NOVIEMBRE 4, 2025. REBECCA ROBBINS PARA THE NEW YORK TIMES.

Aunque grandes farmacéuticas están invirtiendo miles de millones para construir plantas en Estados Unidos debido a la presión arancelaria de Donald Trump, ese “renacimiento” industrial excluye a los medicamentos genéricos, que representan el 90% de todas las recetas en el país.

La realidad económica global ha provocado el colapso de la producción local de genéricos: fabricar en EE. UU. es mucho más caro que hacerlo en India o China. Los costos laborales, normas ambientales y de infraestructura hacen que las empresas estadounidenses pierdan competitividad frente a mercados donde producir es hasta diez veces más barato. Como resultado:

Las plantas de genéricos en EE. UU. han caído 27% desde 2013 y

las que fabrican ingredientes activos han bajado 38%.
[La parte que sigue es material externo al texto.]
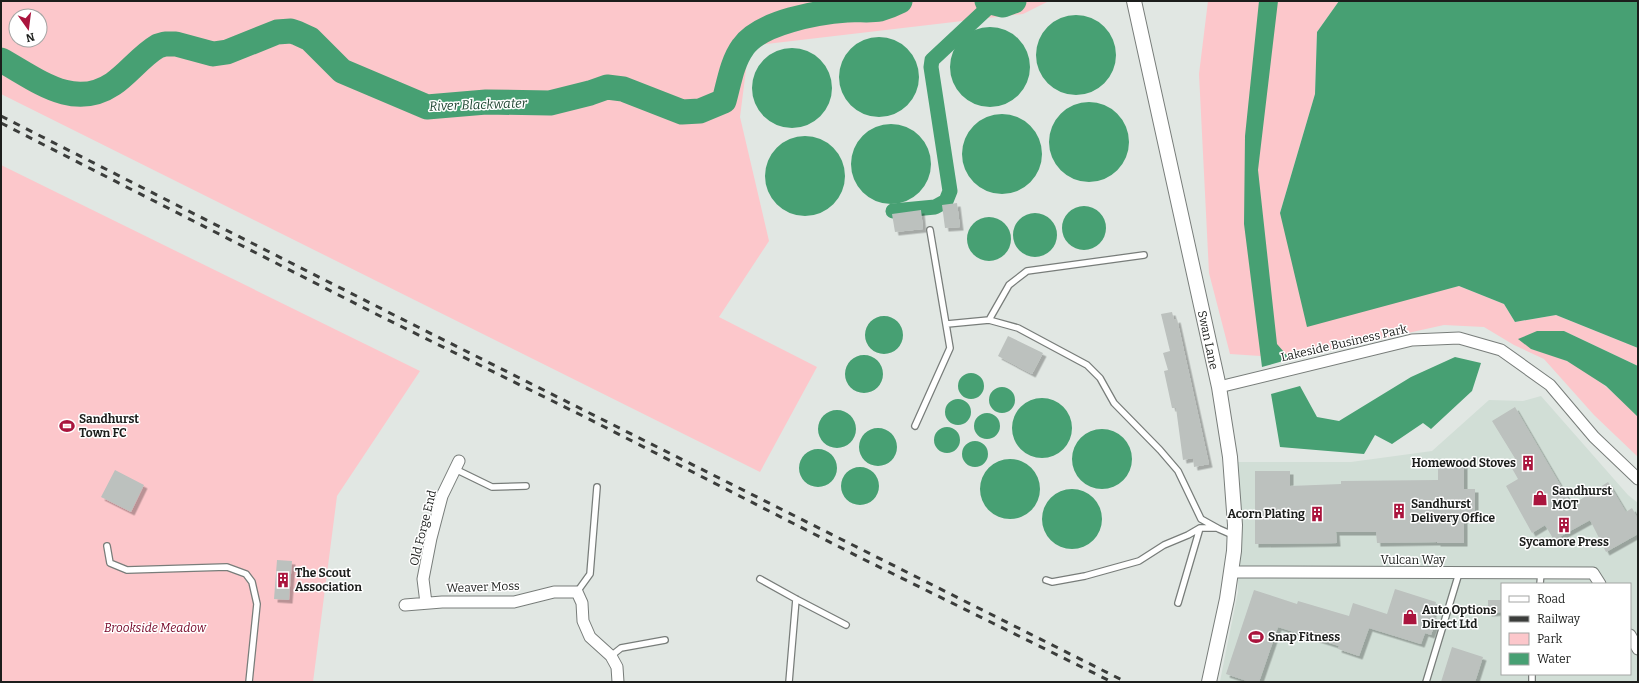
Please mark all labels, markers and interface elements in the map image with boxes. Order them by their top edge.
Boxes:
north arrow [8,8,48,48]
text: N [24,30,36,45]
water label: River Blackwater [429,95,528,114]
street label: Swan Lane [1195,309,1221,371]
street label: Lakeside Business Park [1280,322,1409,364]
place label: Sandhurst Town FC [79,412,139,440]
sports icon: Sandhurst Town FC [58,417,76,435]
building icon: Homewood Stoves [1519,454,1537,472]
place label: Homewood Stoves [1411,456,1516,470]
place label: Sandhurst MOT [1552,484,1612,512]
street label: Old Forge End [407,489,439,567]
shop icon: Sandhurst MOT [1531,489,1549,507]
place label: Sandhurst Delivery Office [1411,497,1496,525]
building icon: Sandhurst Delivery Office [1390,502,1408,520]
building icon: Acorn Plating [1308,505,1326,523]
place label: Acorn Plating [1227,507,1305,521]
building icon: Sycamore Press [1555,516,1573,534]
place label: Sycamore Press [1519,535,1609,549]
street label: Vulcan Way [1381,553,1446,567]
place label: The Scout Association [295,566,362,594]
building icon: The Scout Association [274,571,292,589]
street label: Weaver Moss [446,579,520,595]
legend [1501,583,1631,675]
text: Road [1537,592,1565,606]
place label: Auto Options Direct Ltd [1422,603,1497,631]
shop icon: Auto Options Direct Ltd [1401,608,1419,626]
text: Railway [1537,612,1581,626]
park label: Brookside Meadow [104,621,207,635]
sports icon: Snap Fitness [1247,628,1265,646]
place label: Snap Fitness [1268,630,1340,644]
text: Park [1537,632,1563,646]
text: Water [1537,652,1572,666]

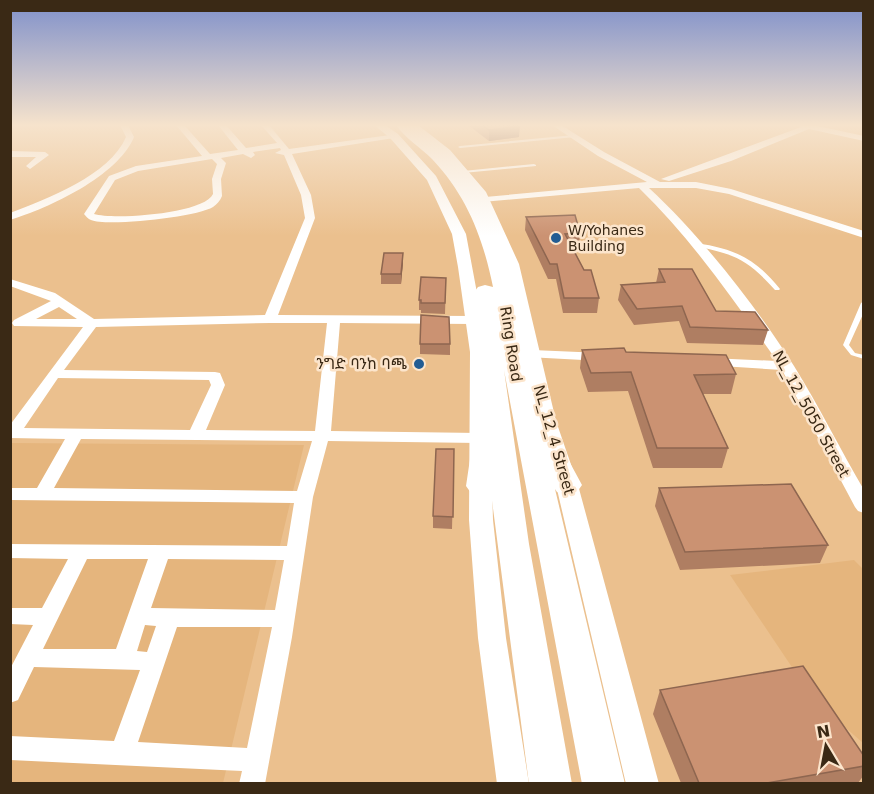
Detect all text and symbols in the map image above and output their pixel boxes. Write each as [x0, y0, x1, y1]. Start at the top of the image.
place label: W/Yohanes Building [568, 222, 644, 254]
marker: W/Yohanes Building [549, 231, 563, 245]
street label: Ring Road [496, 305, 526, 383]
street label: NL_12_5050 Street [768, 347, 853, 481]
place label: ንግድ ባንከ ባጫ [316, 355, 408, 373]
marker: ንግድ ባንከ ባጫ [412, 357, 426, 371]
street label: NL_12_4 Street [529, 383, 578, 497]
north arrow [796, 716, 856, 776]
text: N [815, 721, 832, 742]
Mientras la industria global de genéricos se trasladaba a Asia, empresas como Dr. Reddy’s (India) movieron la producción fuera de Estados Unidos, cerrando plantas como la de Shreveport, que producían medicamentos básicos como ibuprofeno o acetaminofén. Sin subsidios o incentivos fuertes, la repatriación industrial es económicamente inviable: fabricar una pastilla en EE. UU. cuesta más, pero el mercado exige precios mínimos. Como dijo un directivo: “un paquete de antibióticos se vende más barato que uno de M&M’s”.

Esto ha generado dos efectos internacionales clave:

Dependencia estratégica

Estados Unidos importa la mayor parte de sus ingredientes activos y genéricos desde India y China, lo que lo hace vulnerable a interrupciones globales de suministro. Cuando plantas cierran, aumenta el riesgo de desabasto, algo que ya ocurre con quimioterapias, antibióticos y tratamientos de uso masivo.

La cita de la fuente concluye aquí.